| What you will do |
Copy the lines word for word. Begin at the line that contains "M9 1698 44 1728" and end with the final line of the data.

** Opening Material to process block **

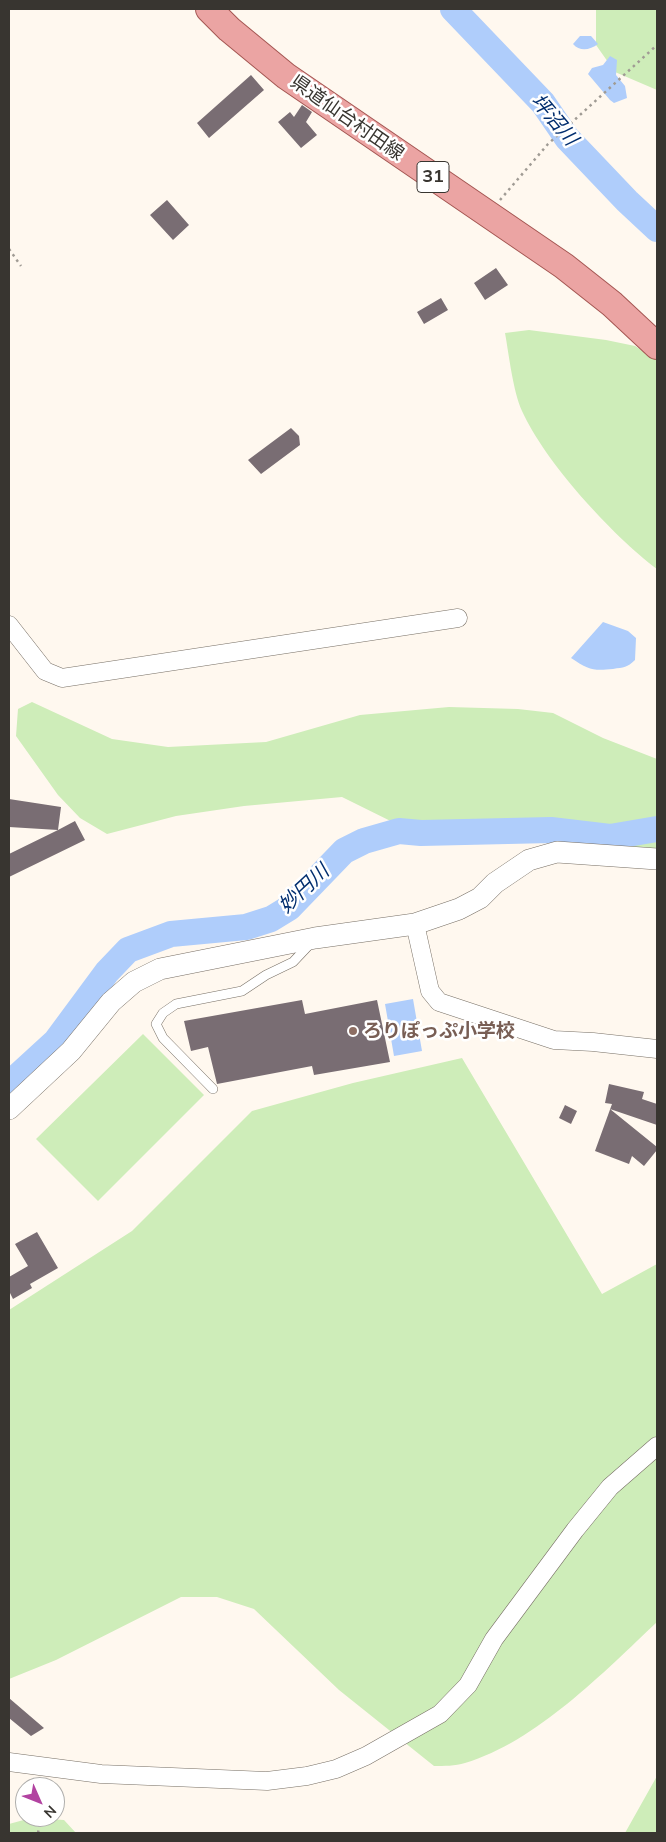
<!DOCTYPE html>
<html>
<head>
<meta charset="utf-8">
<style>
	body { margin:0 }
	#map { position:relative; width:666px; height:1842px; overflow:hidden; background:#fff8ef; font-family:Mulish,sans-serif }
	canvas { display:block }
	.frame { position:absolute; inset:0; border:10px solid #383530; pointer-events:none }
	.north { position:absolute; left:15px; top:1777px; width:50px; height:50px; box-sizing:border-box; background:#fff; border:1px solid #afaeac; border-radius:50%; rotate:134deg; font-size:14px; font-weight:700; line-height:20px; text-align:center; color:#383530 }
	.north::after { content:''; display:block; margin:auto; width:18px; height:22px; background:#b243a1; clip-path:polygon(50% 0,100% 100%,50% 72%,0 100%) }
</style>
</head>
<body>
<div id="map">
<canvas width="666" height="1842"></canvas>
<div class="frame"></div>
<div class="north">N</div>
</div>
<script>
const c = document.querySelector('canvas').getContext('2d');
c.lineJoin = 'round';
function fill(path, color) { c.fillStyle = color; c.fill(path, 'evenodd'); }
function stroke(path, color, width, dash) { c.strokeStyle = color; c.lineWidth = width; c.lineCap = dash ? 'butt' : 'round'; c.setLineDash(dash || []); c.stroke(path); }
function write(font, color, halo, rows, align = 'center') {
  c.font = font + ' Mulish,"Noto Sans JP",sans-serif'; c.lineWidth = 5; c.setLineDash([]); c.textBaseline = 'middle'; c.strokeStyle = halo; c.fillStyle = color; for (const [text, x, y, turn = 0] of rows) {
    c.save(); c.translate(x, y); c.rotate((+turn || 0) * Math.PI / 180); c.textAlign = isNaN(turn) ? turn : align; if (halo) c.strokeText(text, 0, 0); c.fillText(text, 0, 0); c.restore();
  }
}
fill(new Path2D(`
	M596 9H657V90L615 72 596 45Z
	M529 330 606 340 635 346 657 360V569C612 535 545 462 522 411 513 391 509 355 505 333Z
	M32 702 112 739 168 747 266 742 360 715 449 707 518 709 553 713 603 738 657 759V851L568 843H435L342 797 244 806 176 816 107 834 80 818 58 795 16 736 18 709Z
	M143 1034 204 1095 98 1201 36 1139Z
	M462 1058 602 1294 657 1264V1622C604 1672 536 1742 465 1763 455 1766 444 1766 434 1766L339 1690 254 1609 217 1597H181L56 1660 9 1679V1310L132 1231 252 1111 353 1083Z
	M657 1776V1833H625Z
	M31 1818 64 1820 76 1833H9V1824Z`), '#ceedb9');
fill(new Path2D(`
	M580 36H591L598 44C590 50 580 52 573 44Z
	M610 56 617 60 616 75 625 86 627 98 614 103 610 100 588 74 592 68 603 65Z
	M603 622 628 631 636 638 635 660C627 668 624 667 613 669 593 671 589 670 571 658Z
	M413 999 422 1051 394 1056 385 1004Z`), '#afcdfb');
stroke(new Path2D(`
	M453 9 543 103 567 138 627 201 657 229
	M9 1084 56 1041 107 972 128 950 171 934 246 927 271 919 289 908 344 851 364 841 399 831 421 833 551 830 610 837 657 829`), '#afcdfb', 26);
fill(new Path2D(`
	M251 75 264 90 209 138 197 123Z
	M302 105 312 112 306 122 317 135 301 148 278 122 290 112 294 117Z
	M167 200 189 225 173 240 150 215Z
	M496 268 508 285 485 300 474 283Z
	M441 298 448 310 424 324 417 312Z
	M291 428 299 436 300 445 261 474 248 460Z
	M9 799 61 807 58 830 75 821 85 840 9 877V854L58 830 9 827Z
	M302 1000 305 1014 377 1000 390 1062 314 1075 312 1066 217 1084 208 1047 191 1051 184 1021Z
	M609 1084 644 1092 642 1099 657 1104V1125L610 1109 657 1147V1150L644 1166 632 1156 629 1164 595 1151 612 1104 605 1103Z
	M565 1105 577 1111 571 1124 559 1118Z
	M37 1232 58 1268 30 1284 32 1288 13 1299 9 1291V1277L28 1266 15 1244Z
	M9 1698 44 1728 31 1736 9 1718Z`), '#796d73');
const service = new Path2D(`
	M213 1089 163 1038 156 1024 163 1013 176 1004 242 991 266 975 293 962 310 944`);
const minor = new Path2D(`
	M9 625 45 671 62 678 458 618
	M415 924 430 991 439 1002 554 1040 593 1042 657 1049
	M9 1762 101 1774 267 1781 307 1776 336 1769 366 1756 440 1714 468 1685 494 1639 575 1530 610 1487 657 1446`);
const tertiary = new Path2D(`
	M9 1109 71 1051 111 1002 134 982 160 969 315 938 415 924 459 909 480 898 495 883 529 860 557 852 657 859`);
const primary = new Path2D(`
	M209 9 229 29 286 76 564 266 612 304 657 346`);
stroke(service, '#776f65', 10);
stroke(minor, '#776f65', 19);
stroke(tertiary, '#776f65', 22);
stroke(primary, '#a45652', 28);
stroke(new Path2D(`
	M500 200 548 144 657 45
	M9 249 21 266
	M38 1833 41 1817`), '#a09b94', 2.5, [2.5, 4]);
stroke(service, '#fff', 9);
stroke(minor, '#fff', 18);
stroke(tertiary, '#fff', 21);
stroke(primary, '#eba4a3', 26);
for (const [x, y, r, color] of [
	[353,1031,5,"#8d6e63"]
]) { const dot = new Path2D(); dot.arc(x, y, r, 0, 2 * Math.PI); c.fillStyle = color; c.fill(dot); stroke(dot, '#fff', 2); }
for (const [x, y, w] of [
	[433,177,32]
]) { const box = new Path2D(); box.roundRect(x - w / 2, y - 15.5, w, 31, 4); c.fillStyle = '#fff'; c.fill(box); stroke(box, '#383530', 1); }
write('bold 18px', '#383530', null, [
	["31",433,177]
]);
write('19px', '#383530', '#fff', [
	["県道仙台村田線",347,118,35]
]);
write('bold 19px', '#785e54', '#fff', [
	["ろりぽっぷ小学校",363,1031]
], 'left');
write('italic 20px', '#022e6f', '#fff', [
	["坪沼川",554,120,50],
	["妙円川",304,889,-43]
]);
</script>
</body>
</html>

** Closing Material to process block **

| Written reply |
	M9 1698 44 1728 31 1736 9 1718Z`), '#796d73');
const service = new Path2D(`
	M213 1089 163 1038 156 1024 163 1013 176 1004 242 991 266 975 293 962 310 944`);
const minor = new Path2D(`
	M9 625 45 671 62 678 458 618
	M415 924 430 991 439 1002 554 1040 593 1042 657 1049
	M9 1762 101 1774 267 1781 307 1776 336 1769 366 1756 440 1714 468 1685 494 1639 575 1530 610 1487 657 1446`);
const tertiary = new Path2D(`
	M9 1109 71 1051 111 1002 134 982 160 969 315 938 415 924 459 909 480 898 495 883 529 860 557 852 657 859`);
const primary = new Path2D(`
	M209 9 229 29 286 76 564 266 612 304 657 346`);
stroke(service, '#776f65', 10);
stroke(minor, '#776f65', 19);
stroke(tertiary, '#776f65', 22);
stroke(primary, '#a45652', 28);
stroke(new Path2D(`
	M500 200 548 144 657 45
	M9 249 21 266
	M38 1833 41 1817`), '#a09b94', 2.5, [2.5, 4]);
stroke(service, '#fff', 9);
stroke(minor, '#fff', 18);
stroke(tertiary, '#fff', 21);
stroke(primary, '#eba4a3', 26);
for (const [x, y, r, color] of [
	[353,1031,5,"#8d6e63"]
]) { const dot = new Path2D(); dot.arc(x, y, r, 0, 2 * Math.PI); c.fillStyle = color; c.fill(dot); stroke(dot, '#fff', 2); }
for (const [x, y, w] of [
	[433,177,32]
]) { const box = new Path2D(); box.roundRect(x - w / 2, y - 15.5, w, 31, 4); c.fillStyle = '#fff'; c.fill(box); stroke(box, '#383530', 1); }
write('bold 18px', '#383530', null, [
	["31",433,177]
]);
write('19px', '#383530', '#fff', [
	["県道仙台村田線",347,118,35]
]);
write('bold 19px', '#785e54', '#fff', [
	["ろりぽっぷ小学校",363,1031]
], 'left');
write('italic 20px', '#022e6f', '#fff', [
	["坪沼川",554,120,50],
	["妙円川",304,889,-43]
]);
</script>
</body>
</html>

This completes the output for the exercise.